Peachtree TV takes over the CW affiliation Sept. 2

WUPA dropped the CW earlier this year.
Logo for Peachtree TV

Credit: Turner Broadcasting

Credit: Turner Broadcasting

Logo for Peachtree TV

Peachtree TV will become the CW affiliate in Atlanta starting Saturday.

The CW since its launch as a merger of the WB and UPN had been on WUPA-TV for the past 17 years, but earlier this year WUPA decided to become a fully independent station.

Atlanta-based Gray Television, the second largest owner of TV stations in the nation, has decided to take over the CW’s evening and weekend programming in part to access the ACC live sports, which will include occasional Georgia Tech football and basketball programming, said Erik Schrader, market manager for Peachtree TV and Atlanta News First, the CBS affiliate.

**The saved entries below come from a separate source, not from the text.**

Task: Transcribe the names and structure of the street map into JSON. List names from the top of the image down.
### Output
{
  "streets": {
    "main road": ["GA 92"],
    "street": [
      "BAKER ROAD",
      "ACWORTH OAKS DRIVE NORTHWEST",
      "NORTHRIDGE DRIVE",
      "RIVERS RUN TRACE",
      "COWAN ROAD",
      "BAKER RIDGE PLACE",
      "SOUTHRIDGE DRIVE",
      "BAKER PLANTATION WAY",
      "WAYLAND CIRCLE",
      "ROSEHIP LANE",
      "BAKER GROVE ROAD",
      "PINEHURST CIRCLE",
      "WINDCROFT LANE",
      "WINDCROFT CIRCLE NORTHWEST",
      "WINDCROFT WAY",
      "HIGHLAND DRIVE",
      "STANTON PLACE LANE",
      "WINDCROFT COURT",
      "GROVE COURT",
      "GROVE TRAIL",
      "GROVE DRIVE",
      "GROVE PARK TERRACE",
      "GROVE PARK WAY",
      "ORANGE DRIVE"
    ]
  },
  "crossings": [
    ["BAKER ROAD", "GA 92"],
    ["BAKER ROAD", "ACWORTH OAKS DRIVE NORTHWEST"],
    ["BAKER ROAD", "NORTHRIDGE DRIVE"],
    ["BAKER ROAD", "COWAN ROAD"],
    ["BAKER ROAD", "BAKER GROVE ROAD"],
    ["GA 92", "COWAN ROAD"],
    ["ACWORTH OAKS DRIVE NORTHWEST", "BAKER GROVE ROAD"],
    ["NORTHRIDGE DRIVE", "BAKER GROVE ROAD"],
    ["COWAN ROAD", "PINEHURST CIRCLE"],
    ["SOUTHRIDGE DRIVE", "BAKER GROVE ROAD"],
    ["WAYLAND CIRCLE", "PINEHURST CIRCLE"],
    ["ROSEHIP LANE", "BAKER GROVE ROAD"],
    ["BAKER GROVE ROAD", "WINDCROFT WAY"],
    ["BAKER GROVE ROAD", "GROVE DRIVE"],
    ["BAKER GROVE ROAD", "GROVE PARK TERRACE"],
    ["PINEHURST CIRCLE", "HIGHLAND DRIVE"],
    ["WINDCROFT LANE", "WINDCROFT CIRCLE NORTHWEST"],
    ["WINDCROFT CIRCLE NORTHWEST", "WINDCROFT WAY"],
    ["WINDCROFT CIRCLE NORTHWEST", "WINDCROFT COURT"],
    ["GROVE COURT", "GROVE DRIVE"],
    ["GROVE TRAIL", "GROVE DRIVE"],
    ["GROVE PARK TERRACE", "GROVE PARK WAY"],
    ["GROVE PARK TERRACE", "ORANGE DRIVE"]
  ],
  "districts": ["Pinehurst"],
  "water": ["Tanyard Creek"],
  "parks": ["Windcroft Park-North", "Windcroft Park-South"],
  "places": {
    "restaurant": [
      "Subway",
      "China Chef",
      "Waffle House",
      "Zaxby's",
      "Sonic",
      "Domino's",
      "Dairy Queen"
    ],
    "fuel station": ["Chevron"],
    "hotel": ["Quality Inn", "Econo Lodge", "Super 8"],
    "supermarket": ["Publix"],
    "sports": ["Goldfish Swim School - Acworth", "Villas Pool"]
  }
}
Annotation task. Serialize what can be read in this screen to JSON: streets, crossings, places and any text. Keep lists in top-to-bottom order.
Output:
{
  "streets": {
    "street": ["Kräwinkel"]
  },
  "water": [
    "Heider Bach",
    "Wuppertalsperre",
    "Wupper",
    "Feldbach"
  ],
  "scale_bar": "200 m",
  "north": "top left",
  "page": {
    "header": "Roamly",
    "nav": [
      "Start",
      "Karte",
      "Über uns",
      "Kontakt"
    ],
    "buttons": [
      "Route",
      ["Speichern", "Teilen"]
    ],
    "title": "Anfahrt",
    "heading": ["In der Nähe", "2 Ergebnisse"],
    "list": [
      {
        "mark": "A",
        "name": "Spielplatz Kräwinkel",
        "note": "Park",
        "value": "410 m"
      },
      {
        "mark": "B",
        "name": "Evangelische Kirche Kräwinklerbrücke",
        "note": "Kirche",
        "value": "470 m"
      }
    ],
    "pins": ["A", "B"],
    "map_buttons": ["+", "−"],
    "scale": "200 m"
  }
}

Gray also has the CW on more than 50 other stations nationwide.

A majority of the CW was purchased by Nexstar Media Group last year and the company dropped most of the network’s younger-skewing scripted programming during prime time including all the shows shooting in metro Atlanta. The CW for the past 14 years always had at least one show shooting in Atlanta, and often more, including “The Vampire Diaries,” “Legacies,” “The Originals,” “Dynasty,” “Black Lightning” and “Naomi.”

But now the CW has left the state, which would have happened even if the dual writers and actors strikes hadn’t happened.

Instead, the network this fall will rely heavily on unscripted fare like “FBoy Island” and “Penn & Teller: Fool Us” with exported Canadian shows like “Son of a Critch,” “Children Ruin Everything,” “Sullivan’s Crossing” (which includes Chad Michael Murray) and “The Spencer Sisters” starring Lea Thompson.

For Peachtree TV, this means moving Atlanta-based unscripted programming such as weekly interview show “My Real Life” with Sasha the Diva and court show “Bury the Hatchet” with Cristyl Kimbrough back an hour from 8 p.m. to 7 p.m. And the network will end its 9 p.m. local news telecast to accommodate the CW content.

“It won’t be a monster shift in terms of image,” Schrader said.